WORK INSTRUCTIONS: Among the entries that follow, find every line with the word "Campus" and copy it.

Records from a dataset:
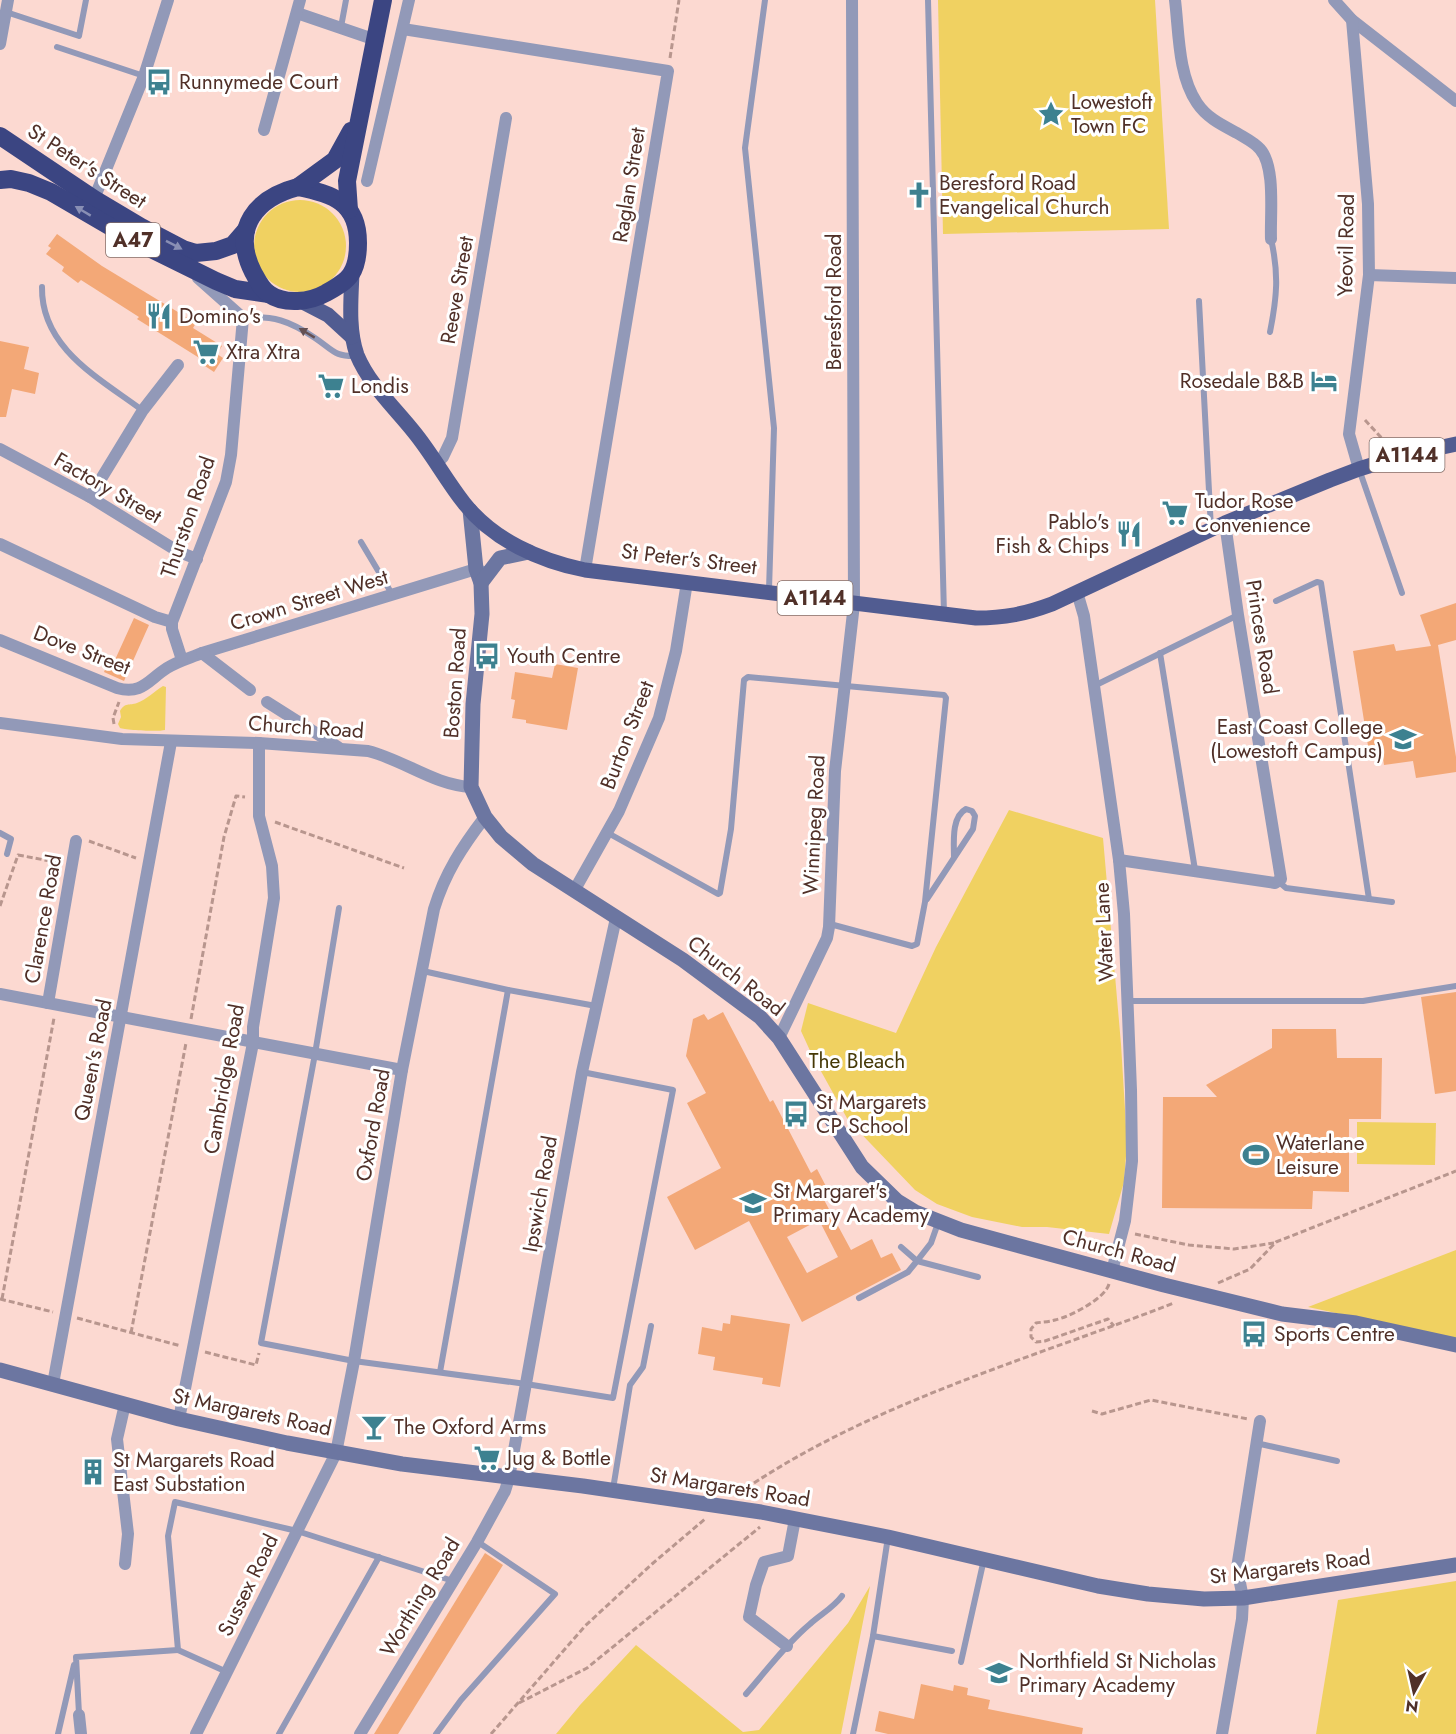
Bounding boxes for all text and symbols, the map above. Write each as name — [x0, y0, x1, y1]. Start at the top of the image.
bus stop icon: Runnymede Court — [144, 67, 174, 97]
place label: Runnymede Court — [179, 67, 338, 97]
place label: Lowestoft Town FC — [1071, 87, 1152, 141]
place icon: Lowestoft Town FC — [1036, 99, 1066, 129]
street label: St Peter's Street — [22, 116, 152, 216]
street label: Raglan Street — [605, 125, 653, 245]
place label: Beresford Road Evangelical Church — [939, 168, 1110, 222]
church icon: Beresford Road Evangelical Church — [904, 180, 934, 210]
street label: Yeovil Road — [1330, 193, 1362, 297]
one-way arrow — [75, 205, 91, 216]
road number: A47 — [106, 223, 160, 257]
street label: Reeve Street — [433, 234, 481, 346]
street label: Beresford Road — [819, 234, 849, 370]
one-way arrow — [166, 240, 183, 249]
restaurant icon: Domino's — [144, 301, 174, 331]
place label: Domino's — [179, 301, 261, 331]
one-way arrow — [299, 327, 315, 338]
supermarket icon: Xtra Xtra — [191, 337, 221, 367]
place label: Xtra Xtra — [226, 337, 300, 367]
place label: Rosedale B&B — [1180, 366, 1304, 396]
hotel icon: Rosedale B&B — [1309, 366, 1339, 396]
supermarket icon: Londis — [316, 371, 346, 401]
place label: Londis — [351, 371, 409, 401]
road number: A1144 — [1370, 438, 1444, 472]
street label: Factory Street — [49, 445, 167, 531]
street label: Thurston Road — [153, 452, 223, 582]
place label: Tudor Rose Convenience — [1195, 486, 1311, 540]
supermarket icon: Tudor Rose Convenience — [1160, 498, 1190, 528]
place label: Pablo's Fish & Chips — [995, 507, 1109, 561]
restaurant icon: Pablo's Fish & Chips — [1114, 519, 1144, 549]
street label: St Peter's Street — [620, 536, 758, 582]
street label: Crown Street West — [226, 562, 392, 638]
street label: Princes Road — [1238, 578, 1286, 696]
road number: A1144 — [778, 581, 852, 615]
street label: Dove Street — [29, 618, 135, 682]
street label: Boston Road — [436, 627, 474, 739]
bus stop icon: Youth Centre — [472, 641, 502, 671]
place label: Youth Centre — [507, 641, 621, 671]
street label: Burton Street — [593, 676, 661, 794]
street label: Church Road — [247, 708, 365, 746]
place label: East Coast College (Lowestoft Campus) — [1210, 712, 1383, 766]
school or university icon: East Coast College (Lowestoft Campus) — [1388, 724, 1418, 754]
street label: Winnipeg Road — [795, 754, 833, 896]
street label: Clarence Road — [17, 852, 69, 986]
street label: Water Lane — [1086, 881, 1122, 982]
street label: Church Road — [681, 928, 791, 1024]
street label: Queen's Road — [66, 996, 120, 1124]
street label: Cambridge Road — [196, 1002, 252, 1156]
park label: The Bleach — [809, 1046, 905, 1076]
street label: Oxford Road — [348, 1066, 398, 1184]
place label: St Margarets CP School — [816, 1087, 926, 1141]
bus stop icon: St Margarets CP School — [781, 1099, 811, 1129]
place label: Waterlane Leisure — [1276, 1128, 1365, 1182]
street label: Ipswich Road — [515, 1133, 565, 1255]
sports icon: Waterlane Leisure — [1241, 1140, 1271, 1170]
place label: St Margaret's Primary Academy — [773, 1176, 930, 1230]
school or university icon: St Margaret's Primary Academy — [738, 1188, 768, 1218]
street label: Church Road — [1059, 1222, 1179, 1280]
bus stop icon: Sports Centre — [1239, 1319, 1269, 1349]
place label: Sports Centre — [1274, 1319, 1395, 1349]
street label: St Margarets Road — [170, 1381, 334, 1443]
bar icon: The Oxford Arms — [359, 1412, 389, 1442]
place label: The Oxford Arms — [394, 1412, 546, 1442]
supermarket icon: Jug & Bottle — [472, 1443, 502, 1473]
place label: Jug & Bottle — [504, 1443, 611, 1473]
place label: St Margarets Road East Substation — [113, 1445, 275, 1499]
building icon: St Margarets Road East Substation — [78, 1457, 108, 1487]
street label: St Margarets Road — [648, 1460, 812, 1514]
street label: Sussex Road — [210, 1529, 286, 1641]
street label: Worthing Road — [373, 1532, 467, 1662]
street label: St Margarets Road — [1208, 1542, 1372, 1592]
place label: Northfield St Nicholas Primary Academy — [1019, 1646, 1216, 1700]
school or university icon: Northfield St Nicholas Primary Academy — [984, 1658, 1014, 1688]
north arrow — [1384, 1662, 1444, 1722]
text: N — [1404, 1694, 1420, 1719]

* * *

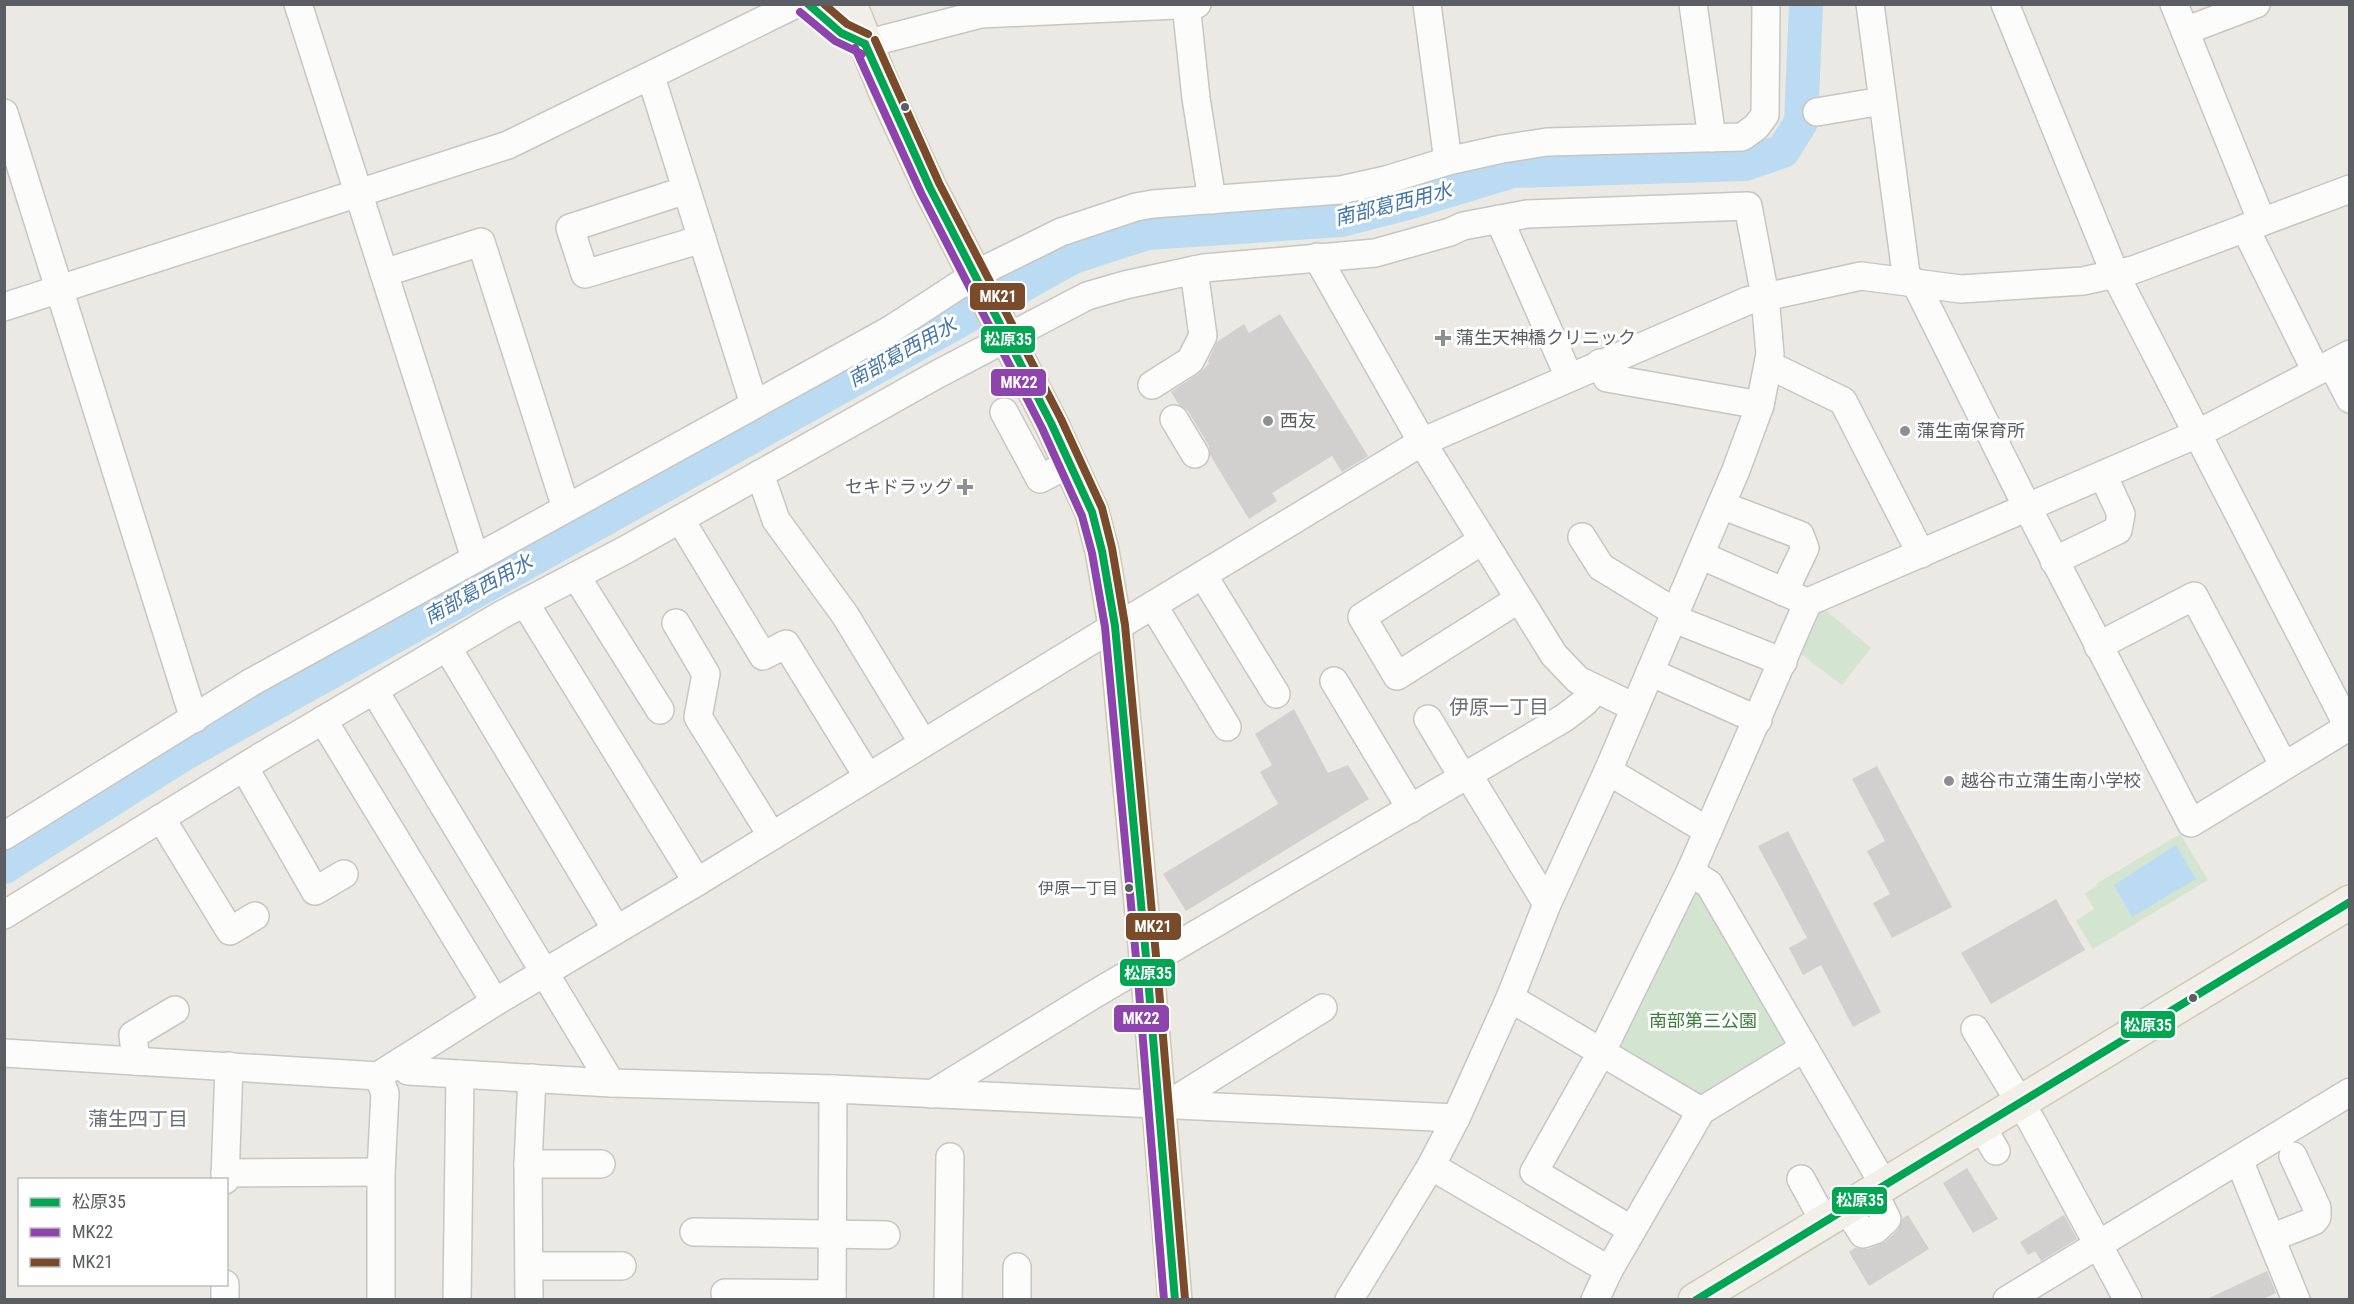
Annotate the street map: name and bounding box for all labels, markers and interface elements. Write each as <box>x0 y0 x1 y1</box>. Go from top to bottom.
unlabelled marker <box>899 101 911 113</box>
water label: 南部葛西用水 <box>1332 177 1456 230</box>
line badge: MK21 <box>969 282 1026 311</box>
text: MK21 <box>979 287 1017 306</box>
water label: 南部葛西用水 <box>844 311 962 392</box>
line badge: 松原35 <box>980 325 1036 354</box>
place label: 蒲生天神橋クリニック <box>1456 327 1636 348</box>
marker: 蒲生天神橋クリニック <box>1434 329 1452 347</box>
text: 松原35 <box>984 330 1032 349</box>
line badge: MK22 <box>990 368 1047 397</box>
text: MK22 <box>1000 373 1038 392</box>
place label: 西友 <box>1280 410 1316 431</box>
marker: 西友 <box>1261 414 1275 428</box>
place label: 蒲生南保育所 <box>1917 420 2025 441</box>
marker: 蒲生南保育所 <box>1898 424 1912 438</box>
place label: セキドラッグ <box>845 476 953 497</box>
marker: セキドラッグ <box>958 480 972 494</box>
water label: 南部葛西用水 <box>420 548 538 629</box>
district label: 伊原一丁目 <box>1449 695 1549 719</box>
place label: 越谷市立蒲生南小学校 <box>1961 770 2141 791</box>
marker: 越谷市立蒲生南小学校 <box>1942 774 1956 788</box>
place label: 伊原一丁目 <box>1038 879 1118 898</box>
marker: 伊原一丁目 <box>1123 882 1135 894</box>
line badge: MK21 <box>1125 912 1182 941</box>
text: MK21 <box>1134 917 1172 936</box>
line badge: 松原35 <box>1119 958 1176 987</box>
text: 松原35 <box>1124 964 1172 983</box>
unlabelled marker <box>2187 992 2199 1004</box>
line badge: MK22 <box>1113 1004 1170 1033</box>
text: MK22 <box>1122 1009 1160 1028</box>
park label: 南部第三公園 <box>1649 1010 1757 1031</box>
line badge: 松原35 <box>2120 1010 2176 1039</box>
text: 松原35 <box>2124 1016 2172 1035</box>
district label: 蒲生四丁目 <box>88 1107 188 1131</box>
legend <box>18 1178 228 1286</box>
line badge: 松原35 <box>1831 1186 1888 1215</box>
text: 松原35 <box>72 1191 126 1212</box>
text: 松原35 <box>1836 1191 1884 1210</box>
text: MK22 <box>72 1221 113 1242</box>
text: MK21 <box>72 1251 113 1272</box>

ANSWER FOR THE TASK:
place label: East Coast College (Lowestoft Campus) — [1210, 712, 1383, 766]
school or university icon: East Coast College (Lowestoft Campus) — [1388, 724, 1418, 754]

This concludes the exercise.